87. Memorandum From Harold H. Saunders of the National Security Council Staff to Robert W. Komer of the National Security Council Staff1

RWK:

FYI. Here’s a cable2 approving the second tranche of Iran’s five-year military purchase. Chief issues decided this way:

1.
Shah asked us to lift the $200 million ceiling to $230m. to raise war reserve ammo from 30 to 60 days. Our military go along with this (Greece, Turkey, 90 days; Korea, Thailand, China, small arms 90, other 60; Pakistan, India 60). However, decision recommended in this cable is to go ahead with the ammo but not raise the ceiling yet. Since this $90 million brings two-year total to about $140 million, we’ll be pressing the ceiling well before five years. Embassy says greatly improved revenue prospects warrant slight increase in ceiling. But leaving it intact now maximizes our leverage later.
2.
Iranians want to go back up to 172,000 man force level. DOD goes along, and even AID isn’t ready to fight over this.
3.
Stall on advanced aircraft, Hawk and Sheridan (which is still in R & D anyway). The planes will be the toughest to handle, and there’s some thought of putting the Bullpup missile and F–5 together but not this year.
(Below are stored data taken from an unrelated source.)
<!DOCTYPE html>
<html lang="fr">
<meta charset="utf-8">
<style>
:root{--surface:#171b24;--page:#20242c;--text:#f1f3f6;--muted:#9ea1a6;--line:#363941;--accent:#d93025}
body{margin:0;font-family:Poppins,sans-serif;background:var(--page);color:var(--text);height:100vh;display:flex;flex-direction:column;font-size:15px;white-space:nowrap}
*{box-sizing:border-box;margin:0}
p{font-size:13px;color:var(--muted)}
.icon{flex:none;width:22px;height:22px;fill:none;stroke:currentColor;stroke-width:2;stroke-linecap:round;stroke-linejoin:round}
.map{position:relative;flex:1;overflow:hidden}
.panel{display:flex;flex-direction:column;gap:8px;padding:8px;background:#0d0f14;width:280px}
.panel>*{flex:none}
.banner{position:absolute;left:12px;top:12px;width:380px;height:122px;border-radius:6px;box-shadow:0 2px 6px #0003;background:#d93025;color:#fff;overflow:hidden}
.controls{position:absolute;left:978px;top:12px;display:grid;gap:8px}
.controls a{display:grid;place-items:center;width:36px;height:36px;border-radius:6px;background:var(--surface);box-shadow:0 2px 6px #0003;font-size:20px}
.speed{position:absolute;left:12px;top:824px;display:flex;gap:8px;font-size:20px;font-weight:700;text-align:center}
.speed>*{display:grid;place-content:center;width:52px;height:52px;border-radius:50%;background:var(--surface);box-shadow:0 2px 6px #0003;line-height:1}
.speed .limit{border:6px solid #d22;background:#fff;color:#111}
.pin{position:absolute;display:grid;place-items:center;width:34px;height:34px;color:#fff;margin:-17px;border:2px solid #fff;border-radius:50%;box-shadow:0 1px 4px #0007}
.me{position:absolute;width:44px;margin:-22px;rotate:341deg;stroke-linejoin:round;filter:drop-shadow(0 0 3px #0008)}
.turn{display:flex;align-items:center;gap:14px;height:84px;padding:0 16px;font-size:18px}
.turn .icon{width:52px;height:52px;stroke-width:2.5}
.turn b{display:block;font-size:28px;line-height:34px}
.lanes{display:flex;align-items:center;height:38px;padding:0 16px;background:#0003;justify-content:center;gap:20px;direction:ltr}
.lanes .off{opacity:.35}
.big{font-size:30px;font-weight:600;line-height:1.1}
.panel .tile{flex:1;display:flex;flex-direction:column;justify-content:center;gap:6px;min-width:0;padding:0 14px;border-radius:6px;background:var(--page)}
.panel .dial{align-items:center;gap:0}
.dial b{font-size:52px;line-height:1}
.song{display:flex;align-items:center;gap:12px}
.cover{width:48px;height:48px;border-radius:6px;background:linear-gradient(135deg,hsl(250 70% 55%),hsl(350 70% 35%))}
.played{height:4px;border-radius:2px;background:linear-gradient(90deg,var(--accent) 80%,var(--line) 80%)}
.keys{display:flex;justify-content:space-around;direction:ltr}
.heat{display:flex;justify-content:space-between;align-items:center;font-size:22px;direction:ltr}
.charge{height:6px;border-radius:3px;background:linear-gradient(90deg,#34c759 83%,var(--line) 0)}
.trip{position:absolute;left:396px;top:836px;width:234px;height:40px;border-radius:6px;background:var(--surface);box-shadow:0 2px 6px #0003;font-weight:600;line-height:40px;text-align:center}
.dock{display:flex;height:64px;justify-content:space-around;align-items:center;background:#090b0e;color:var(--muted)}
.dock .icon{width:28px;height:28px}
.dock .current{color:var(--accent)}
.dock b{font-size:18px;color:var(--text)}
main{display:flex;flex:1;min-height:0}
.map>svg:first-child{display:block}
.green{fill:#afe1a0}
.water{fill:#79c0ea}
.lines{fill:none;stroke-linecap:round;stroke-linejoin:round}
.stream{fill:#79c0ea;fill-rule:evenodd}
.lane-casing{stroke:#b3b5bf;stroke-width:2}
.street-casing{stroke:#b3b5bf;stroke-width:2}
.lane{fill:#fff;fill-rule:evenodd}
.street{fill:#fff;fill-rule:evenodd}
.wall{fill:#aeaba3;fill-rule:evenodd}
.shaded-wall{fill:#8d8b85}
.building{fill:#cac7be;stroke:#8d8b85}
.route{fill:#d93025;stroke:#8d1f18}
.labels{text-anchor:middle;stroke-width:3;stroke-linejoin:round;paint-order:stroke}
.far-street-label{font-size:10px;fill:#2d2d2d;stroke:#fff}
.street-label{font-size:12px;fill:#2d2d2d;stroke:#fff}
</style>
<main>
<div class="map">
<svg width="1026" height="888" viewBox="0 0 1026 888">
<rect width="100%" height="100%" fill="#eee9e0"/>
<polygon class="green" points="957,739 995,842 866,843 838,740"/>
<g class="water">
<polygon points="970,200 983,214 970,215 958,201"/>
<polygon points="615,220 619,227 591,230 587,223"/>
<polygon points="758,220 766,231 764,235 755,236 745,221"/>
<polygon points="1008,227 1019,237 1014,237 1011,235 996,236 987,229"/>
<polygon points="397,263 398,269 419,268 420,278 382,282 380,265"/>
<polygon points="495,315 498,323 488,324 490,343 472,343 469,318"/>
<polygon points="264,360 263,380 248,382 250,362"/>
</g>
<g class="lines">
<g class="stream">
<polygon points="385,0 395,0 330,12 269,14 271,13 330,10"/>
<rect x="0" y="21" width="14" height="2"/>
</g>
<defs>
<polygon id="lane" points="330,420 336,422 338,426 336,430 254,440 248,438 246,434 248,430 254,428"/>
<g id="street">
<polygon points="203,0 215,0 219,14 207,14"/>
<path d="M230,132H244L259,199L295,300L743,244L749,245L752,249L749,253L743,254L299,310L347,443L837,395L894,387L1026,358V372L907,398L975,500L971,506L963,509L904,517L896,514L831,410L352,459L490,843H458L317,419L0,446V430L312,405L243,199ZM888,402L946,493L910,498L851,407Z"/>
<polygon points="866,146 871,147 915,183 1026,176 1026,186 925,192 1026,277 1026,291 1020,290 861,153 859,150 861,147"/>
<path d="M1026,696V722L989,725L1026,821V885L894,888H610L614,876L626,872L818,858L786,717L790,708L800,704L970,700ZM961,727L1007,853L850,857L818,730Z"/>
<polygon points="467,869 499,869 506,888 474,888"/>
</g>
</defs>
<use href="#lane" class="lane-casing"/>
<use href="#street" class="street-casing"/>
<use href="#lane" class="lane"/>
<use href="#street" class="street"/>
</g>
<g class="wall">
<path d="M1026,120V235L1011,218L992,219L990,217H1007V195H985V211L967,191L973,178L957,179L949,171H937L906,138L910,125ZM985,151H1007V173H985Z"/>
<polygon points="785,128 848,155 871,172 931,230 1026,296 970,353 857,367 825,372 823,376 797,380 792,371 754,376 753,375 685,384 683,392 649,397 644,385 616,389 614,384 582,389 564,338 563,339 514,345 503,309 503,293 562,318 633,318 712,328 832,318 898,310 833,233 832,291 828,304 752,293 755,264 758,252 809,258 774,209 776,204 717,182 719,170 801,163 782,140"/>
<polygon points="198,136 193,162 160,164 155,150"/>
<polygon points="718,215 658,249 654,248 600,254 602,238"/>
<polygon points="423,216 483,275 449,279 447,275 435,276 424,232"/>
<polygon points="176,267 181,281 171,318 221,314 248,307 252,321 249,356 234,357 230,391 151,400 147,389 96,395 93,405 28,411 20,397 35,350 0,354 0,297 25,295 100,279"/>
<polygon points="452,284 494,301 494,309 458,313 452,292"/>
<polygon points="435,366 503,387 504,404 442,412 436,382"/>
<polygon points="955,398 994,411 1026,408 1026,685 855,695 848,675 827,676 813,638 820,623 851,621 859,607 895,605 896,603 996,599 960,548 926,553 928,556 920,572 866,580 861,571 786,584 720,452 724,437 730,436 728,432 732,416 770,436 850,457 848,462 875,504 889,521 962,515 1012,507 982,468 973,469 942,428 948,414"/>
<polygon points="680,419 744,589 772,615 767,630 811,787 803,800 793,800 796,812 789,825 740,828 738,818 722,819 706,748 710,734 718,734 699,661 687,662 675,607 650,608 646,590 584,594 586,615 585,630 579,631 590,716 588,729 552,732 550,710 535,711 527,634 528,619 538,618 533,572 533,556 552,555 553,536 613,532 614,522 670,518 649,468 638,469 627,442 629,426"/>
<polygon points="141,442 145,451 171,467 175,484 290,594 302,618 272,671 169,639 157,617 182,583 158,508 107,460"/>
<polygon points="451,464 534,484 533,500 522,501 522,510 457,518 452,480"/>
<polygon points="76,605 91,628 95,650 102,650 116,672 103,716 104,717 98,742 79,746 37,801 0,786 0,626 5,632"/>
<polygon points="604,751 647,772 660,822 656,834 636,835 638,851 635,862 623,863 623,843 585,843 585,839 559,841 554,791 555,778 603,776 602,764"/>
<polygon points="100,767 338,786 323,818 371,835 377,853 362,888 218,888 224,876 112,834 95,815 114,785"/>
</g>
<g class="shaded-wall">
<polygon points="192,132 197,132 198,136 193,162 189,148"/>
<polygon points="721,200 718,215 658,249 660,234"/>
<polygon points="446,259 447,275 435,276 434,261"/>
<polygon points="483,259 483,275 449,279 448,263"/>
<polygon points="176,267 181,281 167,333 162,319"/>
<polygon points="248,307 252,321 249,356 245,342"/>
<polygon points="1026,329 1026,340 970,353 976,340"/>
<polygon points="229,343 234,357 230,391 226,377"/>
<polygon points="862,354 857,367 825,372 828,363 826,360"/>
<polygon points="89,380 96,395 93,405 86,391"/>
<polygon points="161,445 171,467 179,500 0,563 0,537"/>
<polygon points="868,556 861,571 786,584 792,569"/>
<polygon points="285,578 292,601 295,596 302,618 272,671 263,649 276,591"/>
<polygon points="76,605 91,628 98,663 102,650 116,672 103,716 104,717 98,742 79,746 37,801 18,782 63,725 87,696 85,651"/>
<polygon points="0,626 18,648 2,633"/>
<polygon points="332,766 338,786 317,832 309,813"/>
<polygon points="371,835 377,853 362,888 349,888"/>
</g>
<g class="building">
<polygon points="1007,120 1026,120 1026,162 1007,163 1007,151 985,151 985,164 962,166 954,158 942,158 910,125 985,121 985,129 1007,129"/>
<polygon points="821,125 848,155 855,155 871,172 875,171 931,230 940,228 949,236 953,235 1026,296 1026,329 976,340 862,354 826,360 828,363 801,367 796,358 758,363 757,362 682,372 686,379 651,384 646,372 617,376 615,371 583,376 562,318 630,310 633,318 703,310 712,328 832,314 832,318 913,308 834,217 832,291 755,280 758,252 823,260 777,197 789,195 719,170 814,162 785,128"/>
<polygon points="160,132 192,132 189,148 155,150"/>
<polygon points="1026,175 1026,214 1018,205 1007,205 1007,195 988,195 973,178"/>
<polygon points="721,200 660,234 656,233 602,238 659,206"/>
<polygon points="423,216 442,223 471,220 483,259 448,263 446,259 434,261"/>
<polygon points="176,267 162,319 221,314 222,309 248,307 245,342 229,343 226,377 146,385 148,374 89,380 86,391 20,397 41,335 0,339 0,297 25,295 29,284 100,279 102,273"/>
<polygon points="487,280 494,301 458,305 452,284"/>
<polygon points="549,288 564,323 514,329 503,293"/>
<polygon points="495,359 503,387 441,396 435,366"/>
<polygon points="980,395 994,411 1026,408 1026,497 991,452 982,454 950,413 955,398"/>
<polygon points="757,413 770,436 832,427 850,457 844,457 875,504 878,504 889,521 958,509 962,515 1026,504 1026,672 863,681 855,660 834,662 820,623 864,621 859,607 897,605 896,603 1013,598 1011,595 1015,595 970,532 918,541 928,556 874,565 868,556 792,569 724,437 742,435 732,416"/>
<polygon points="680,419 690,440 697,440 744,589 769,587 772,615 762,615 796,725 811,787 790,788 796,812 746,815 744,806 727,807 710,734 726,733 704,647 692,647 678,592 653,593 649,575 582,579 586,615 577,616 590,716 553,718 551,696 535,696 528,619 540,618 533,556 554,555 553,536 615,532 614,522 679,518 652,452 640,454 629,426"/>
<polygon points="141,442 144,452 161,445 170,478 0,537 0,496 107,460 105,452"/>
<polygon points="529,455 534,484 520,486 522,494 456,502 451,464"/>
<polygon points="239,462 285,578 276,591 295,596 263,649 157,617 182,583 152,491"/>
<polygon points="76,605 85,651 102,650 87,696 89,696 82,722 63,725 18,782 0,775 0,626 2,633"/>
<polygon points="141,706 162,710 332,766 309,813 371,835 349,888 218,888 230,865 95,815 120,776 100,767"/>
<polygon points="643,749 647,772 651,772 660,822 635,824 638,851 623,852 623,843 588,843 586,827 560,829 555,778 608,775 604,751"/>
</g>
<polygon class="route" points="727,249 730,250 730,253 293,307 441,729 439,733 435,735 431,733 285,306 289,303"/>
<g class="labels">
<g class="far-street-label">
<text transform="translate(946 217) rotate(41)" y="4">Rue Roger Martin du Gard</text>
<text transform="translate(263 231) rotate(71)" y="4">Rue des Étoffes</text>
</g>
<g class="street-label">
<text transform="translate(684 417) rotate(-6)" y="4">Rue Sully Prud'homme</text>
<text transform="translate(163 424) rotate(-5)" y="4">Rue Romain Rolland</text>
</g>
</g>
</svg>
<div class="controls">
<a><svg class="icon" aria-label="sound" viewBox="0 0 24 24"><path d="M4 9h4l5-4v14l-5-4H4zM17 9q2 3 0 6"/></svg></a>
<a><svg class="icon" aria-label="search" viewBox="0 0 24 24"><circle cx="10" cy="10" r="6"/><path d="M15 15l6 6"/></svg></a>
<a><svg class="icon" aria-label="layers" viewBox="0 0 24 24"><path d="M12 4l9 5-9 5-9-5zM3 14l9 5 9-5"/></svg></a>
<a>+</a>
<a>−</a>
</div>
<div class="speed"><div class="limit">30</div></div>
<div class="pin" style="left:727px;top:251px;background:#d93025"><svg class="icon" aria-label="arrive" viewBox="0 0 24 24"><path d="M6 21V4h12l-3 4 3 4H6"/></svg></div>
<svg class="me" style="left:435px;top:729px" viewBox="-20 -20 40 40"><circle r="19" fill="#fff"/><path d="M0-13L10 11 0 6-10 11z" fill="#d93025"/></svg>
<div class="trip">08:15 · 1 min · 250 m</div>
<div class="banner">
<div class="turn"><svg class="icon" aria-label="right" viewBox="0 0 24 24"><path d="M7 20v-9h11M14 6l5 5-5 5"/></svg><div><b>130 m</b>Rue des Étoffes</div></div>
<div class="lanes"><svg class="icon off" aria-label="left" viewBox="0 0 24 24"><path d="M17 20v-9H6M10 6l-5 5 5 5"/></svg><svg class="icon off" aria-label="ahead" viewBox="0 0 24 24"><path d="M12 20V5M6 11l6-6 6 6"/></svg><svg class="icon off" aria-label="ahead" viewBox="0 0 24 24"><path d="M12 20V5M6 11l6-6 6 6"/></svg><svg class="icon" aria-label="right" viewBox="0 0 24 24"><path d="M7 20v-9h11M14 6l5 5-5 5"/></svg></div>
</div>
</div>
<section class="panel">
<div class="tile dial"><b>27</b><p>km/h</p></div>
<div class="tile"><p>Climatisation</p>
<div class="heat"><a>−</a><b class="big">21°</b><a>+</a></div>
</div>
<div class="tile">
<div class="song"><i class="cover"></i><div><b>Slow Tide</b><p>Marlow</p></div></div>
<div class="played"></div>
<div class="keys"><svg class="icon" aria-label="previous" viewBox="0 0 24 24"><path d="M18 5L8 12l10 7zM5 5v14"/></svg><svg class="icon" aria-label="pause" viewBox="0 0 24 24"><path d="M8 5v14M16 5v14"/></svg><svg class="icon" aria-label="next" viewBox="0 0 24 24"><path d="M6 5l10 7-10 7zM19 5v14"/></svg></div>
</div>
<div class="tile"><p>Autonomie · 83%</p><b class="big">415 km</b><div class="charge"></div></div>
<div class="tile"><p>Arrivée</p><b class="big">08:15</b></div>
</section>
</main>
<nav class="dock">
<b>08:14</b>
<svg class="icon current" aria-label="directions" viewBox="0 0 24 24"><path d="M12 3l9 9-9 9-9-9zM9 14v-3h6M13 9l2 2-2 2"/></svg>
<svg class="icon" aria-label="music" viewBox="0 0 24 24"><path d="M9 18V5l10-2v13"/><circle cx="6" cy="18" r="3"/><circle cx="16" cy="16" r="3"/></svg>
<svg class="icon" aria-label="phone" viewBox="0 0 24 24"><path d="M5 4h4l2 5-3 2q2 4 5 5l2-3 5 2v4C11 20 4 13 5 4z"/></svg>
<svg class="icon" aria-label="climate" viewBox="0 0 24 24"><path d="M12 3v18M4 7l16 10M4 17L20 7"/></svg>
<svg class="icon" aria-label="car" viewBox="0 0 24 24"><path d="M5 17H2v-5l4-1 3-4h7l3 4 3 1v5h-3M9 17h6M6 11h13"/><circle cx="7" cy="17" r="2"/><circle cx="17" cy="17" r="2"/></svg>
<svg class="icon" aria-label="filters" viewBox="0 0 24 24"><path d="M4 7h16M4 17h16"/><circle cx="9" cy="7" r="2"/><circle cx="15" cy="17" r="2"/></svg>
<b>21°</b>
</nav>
AID feels the economic review this spring was a major step forward. Iranians worked from sound economic projections for the first time. The Shah is still working on the principle of putting hardware above everything else, but AID feels this is the resurrection of a useful economic dialogue.

So while the Shah is probably pushing reasonable economic ceilings, we may make progress by going along on the war reserve and force level in order to drag our feet on less reasonable requests. Any objection to the attached?

HHS 3
  1. Source: Johnson Library, National Security File, Robert W. Komer Files, Iran, 1965–March 1966. Confidential.
  2. Not found attached; see Document 88.
  3. Printed from a copy that bears these typed initials.